Define and Edit Regular Expressions
SmartZone ICR/OCR allow you to use Regular Expressions to provide the format of expected data contents. If you know the expected format(s), providing that information will make your recognition results more accurate. (See Regular Expressions for information on syntax.)
Specify the Regular Expression String
Use the SetRegularExpression method (ICR: SetRegularExpression; OCR: SetRegularExpression) to specify the regular expression string.

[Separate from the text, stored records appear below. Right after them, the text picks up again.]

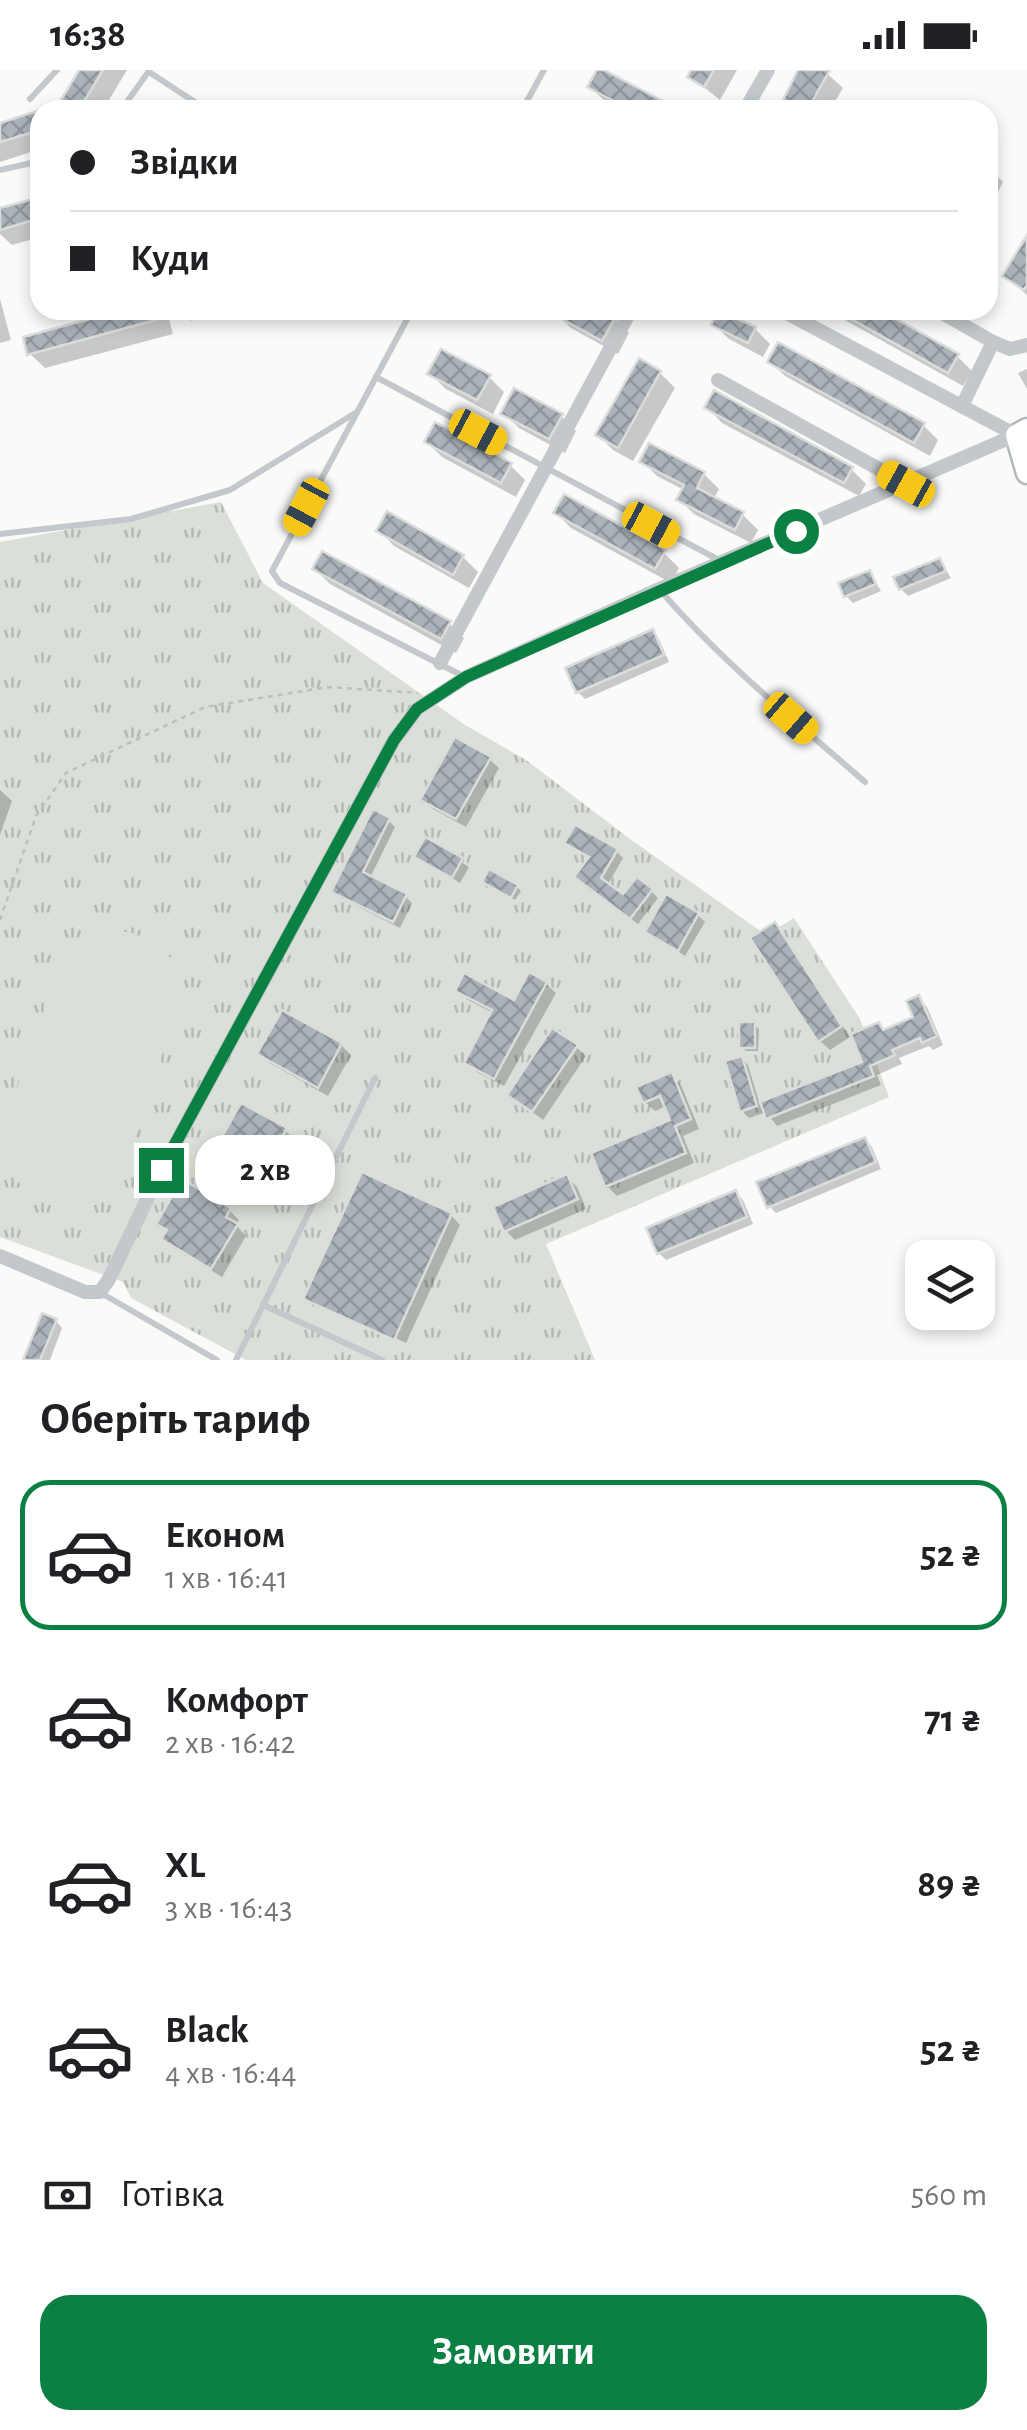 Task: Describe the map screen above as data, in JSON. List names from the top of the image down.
{
  "page": {
    "status": "16:38",
    "banner": ["Звідки", "Куди"],
    "bubble": "2 хв",
    "heading": "Оберіть тариф",
    "list": [
      {
        "name": "Економ",
        "note": "1 хв · 16:41",
        "value": "52 ₴"
      },
      {
        "name": "Комфорт",
        "note": "2 хв · 16:42",
        "value": "71 ₴"
      },
      {
        "name": "XL",
        "note": "3 хв · 16:43",
        "value": "89 ₴"
      },
      {
        "name": "Black",
        "note": "4 хв · 16:44",
        "value": "52 ₴"
      }
    ],
    "pay": ["Готівка", "560 m"],
    "buttons": "Замовити"
  }
} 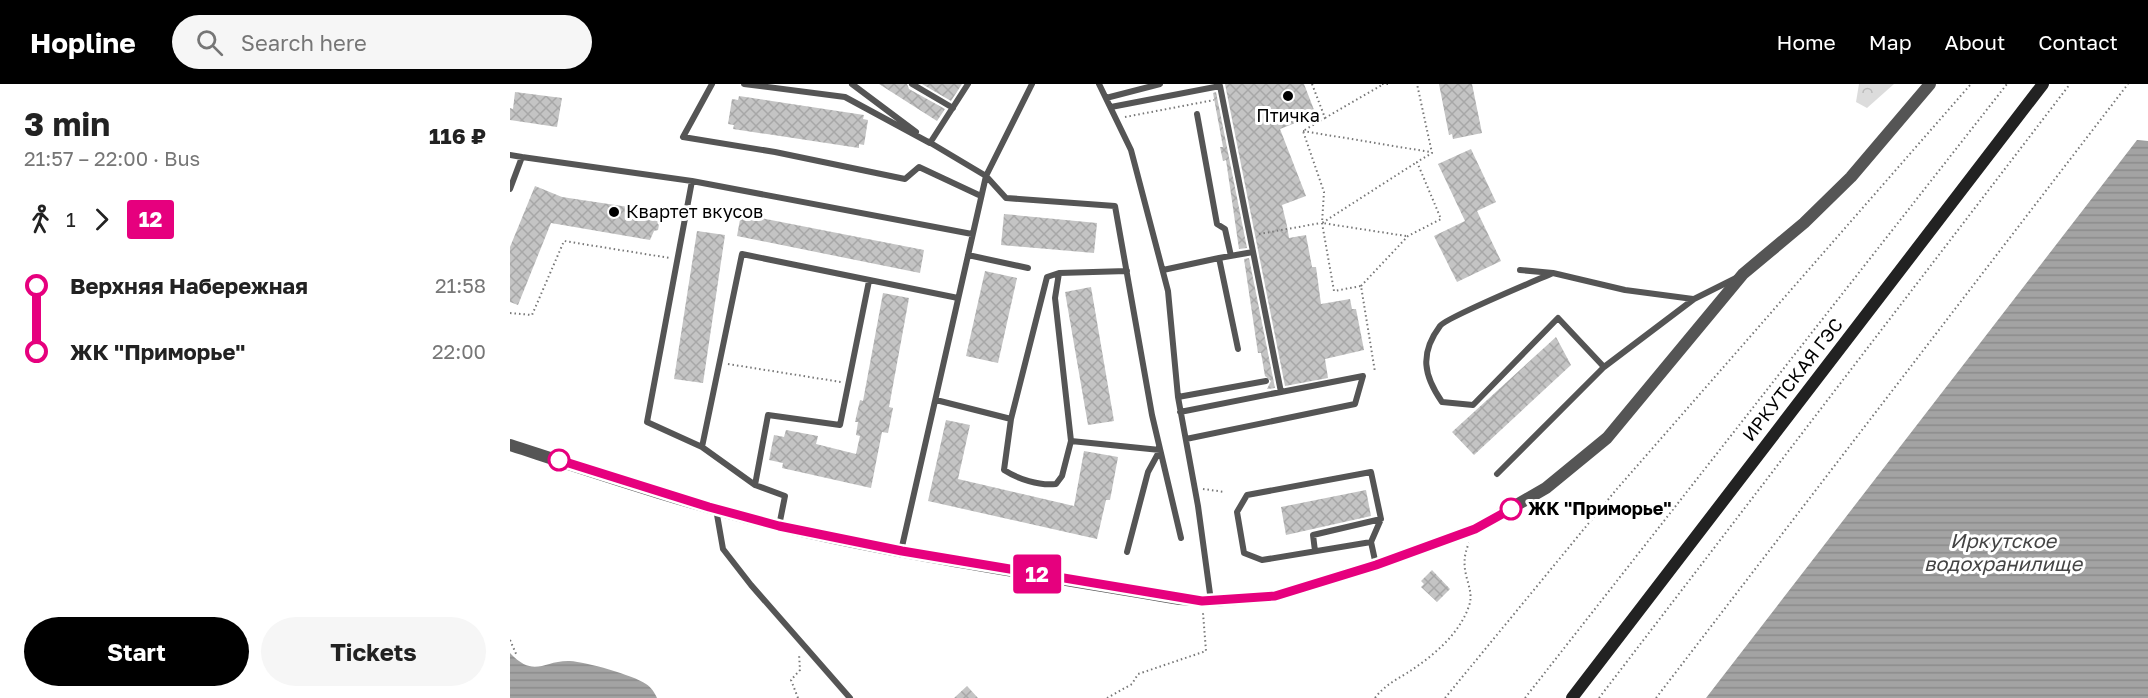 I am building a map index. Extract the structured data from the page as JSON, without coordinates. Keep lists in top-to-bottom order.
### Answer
{
  "streets": {
    "main road": ["ИРКУТСКАЯ ГЭС"]
  },
  "water": ["Иркутское водохранилище"],
  "places": ["Птичка", "Квартет вкусов", "ЖК \"Приморье\""],
  "lines": ["bus line 12"],
  "page": {
    "header": "Hopline",
    "search": "Search here",
    "nav": [
      "Home",
      "Map",
      "About",
      "Contact"
    ],
    "heading": ["3 min", "21:57 – 22:00 · Bus", "116 ₽"],
    "on_map": "12",
    "legs": ["1", "12"],
    "list": [
      {
        "name": "Верхняя Набережная",
        "value": "21:58"
      },
      {
        "name": "ЖК \"Приморье\"",
        "value": "22:00"
      }
    ],
    "buttons": ["Start", "Tickets"]
  }
} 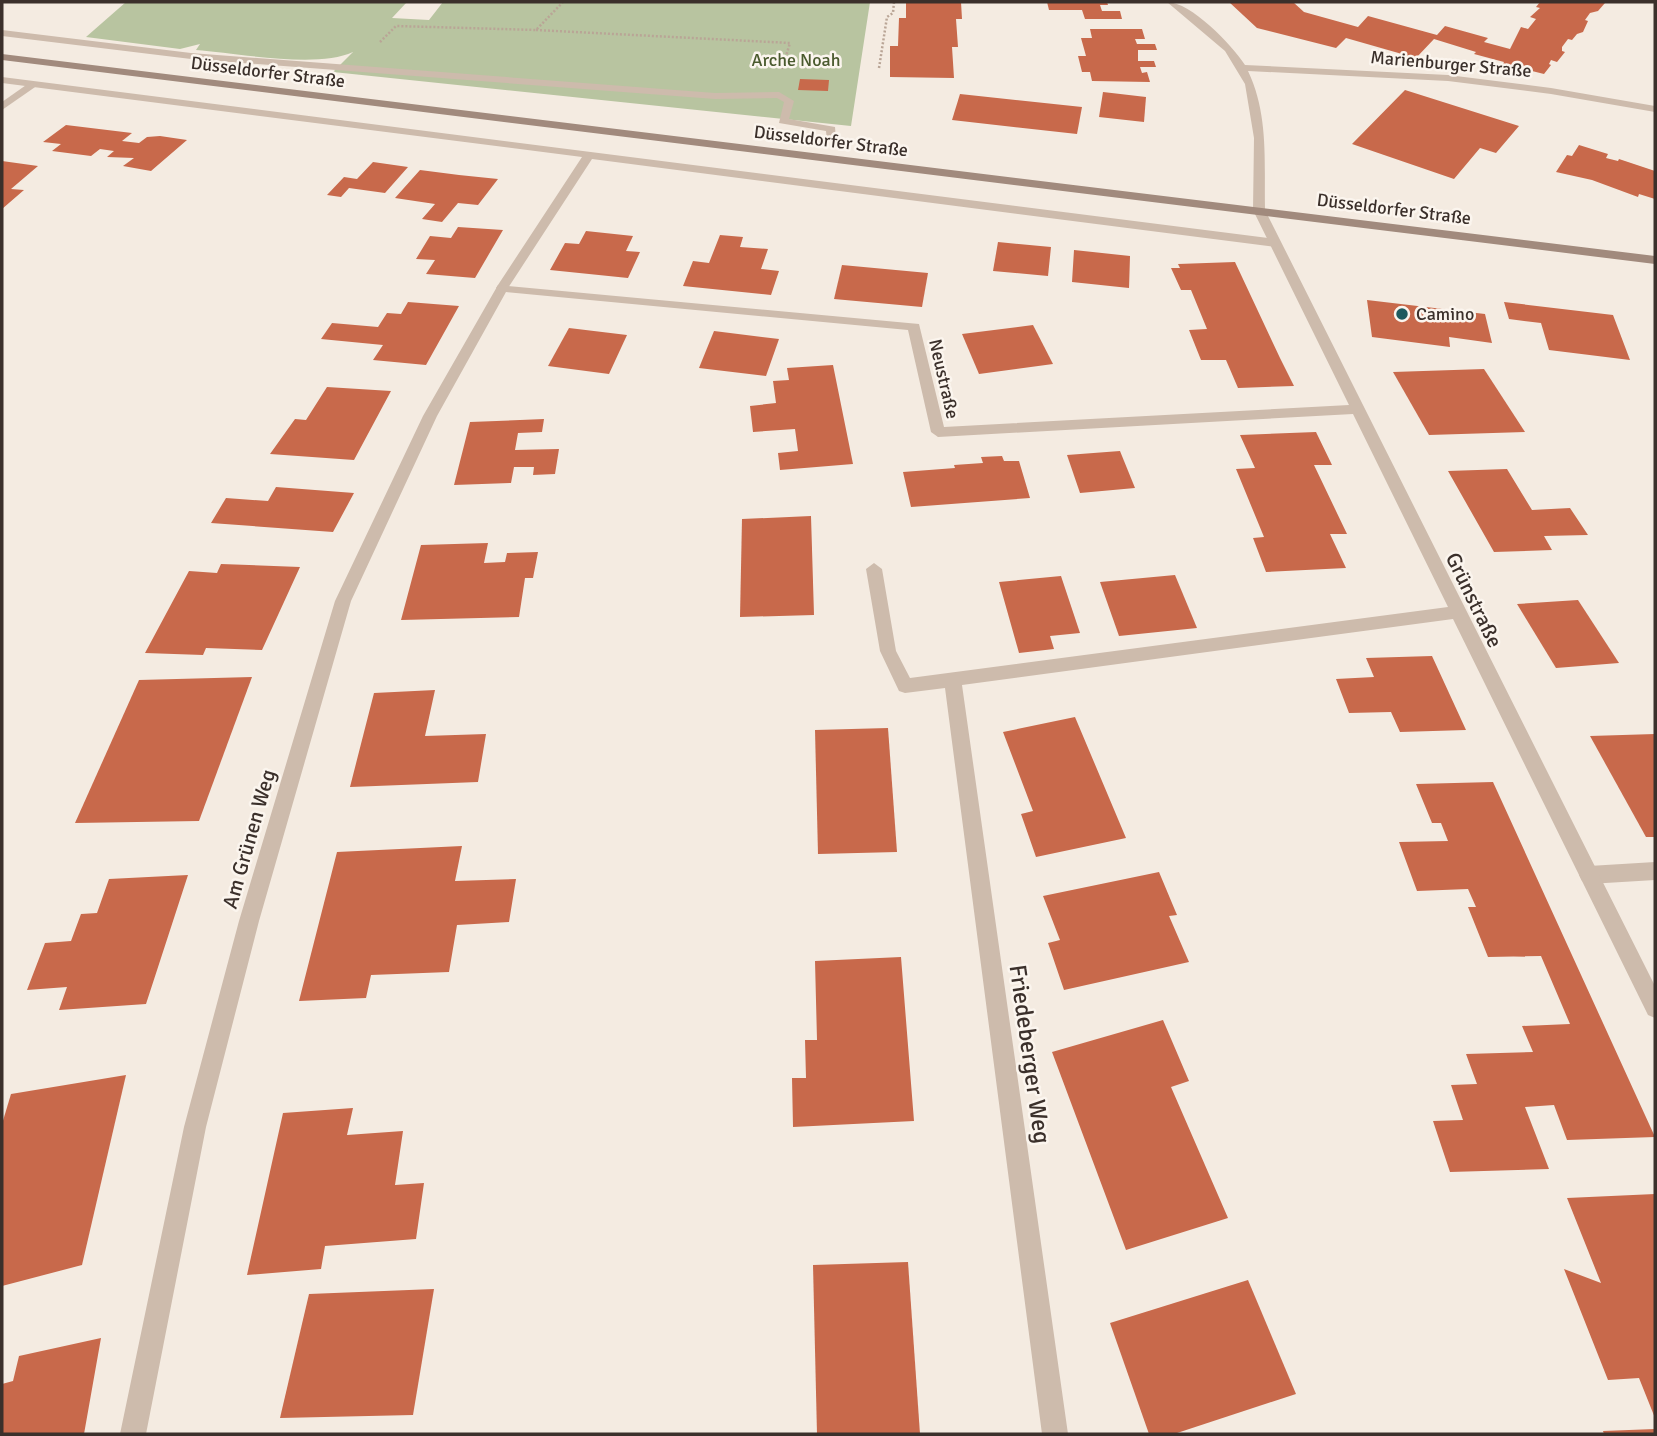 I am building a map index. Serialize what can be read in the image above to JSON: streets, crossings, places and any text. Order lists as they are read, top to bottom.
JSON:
{
  "streets": {
    "main road": ["Düsseldorfer Straße"],
    "street": [
      "Marienburger Straße",
      "Neustraße",
      "Grünstraße",
      "Am Grünen Weg",
      "Friedeberger Weg"
    ]
  },
  "crossings": [
    ["Düsseldorfer Straße", "Grünstraße"],
    ["Neustraße", "Grünstraße"],
    ["Neustraße", "Am Grünen Weg"]
  ],
  "parks": ["Arche Noah"],
  "places": ["Camino"]
}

- Note that the FieldType must be set to RegularExpression for your regular expression to impact the recognition.
try
{
…
//Set FieldType to RegularExpression and specify regular expression string
mySmartZoneICR.Reader.FieldType = Accusoft.SmartZoneICRSdk.FieldType.RegularExpression;
mySmartZoneICR.Reader.SetRegularExpression("(\\d{4}){4}");
//Get the regular expression string previously set
string myRegex = mySmartZoneICR.Reader.GetRegularExpression();
//Perform Recognition
TextBlockResult textBlockResult = mySmartZoneICR.Reader.AnalyzeField(imageToRecognize.ToHbitmap(false));
…
}
catch (Accusoft.SmartZoneICRSdk.InvalidRegularExpressionException ex)
{
MessageBox.Show(ex.Message);
}
catch (Accusoft.SmartZoneICRSdk.BitDepthException ex)
{
MessageBox.Show(ex.Message);
}
try
{
…
//Set FieldType to RegularExpression and specify regular expression string
mySmartZoneOCR.Reader.FieldType = Accusoft.SmartZoneOCRSdk.FieldType.RegularExpression;
mySmartZoneOCR.Reader.SetRegularExpression("(\\d{4}){4}");
//Get the regular expression string previously set
string myRegex = mySmartZoneOCR.Reader.GetRegularExpression();
//Perform Recognition
TextBlockResult textBlockResult = mySmartZoneOCR.Reader.AnalyzeField(imageToRecognize.ToHbitmap(false));
…
}
catch (Accusoft.SmartZoneOCRSdk.InvalidRegularExpressionException ex)
{
MessageBox.Show(ex.Message);
}
catch (Accusoft.SmartZoneOCRSdk.BitDepthException ex)
{
MessageBox.Show(ex.Message);
}
To use regular expression to supplement the recognition of a field type, set the SetFieldRegularExpression method (ICR: SetFieldRegularExpression; OCR: SetFieldRegularExpression).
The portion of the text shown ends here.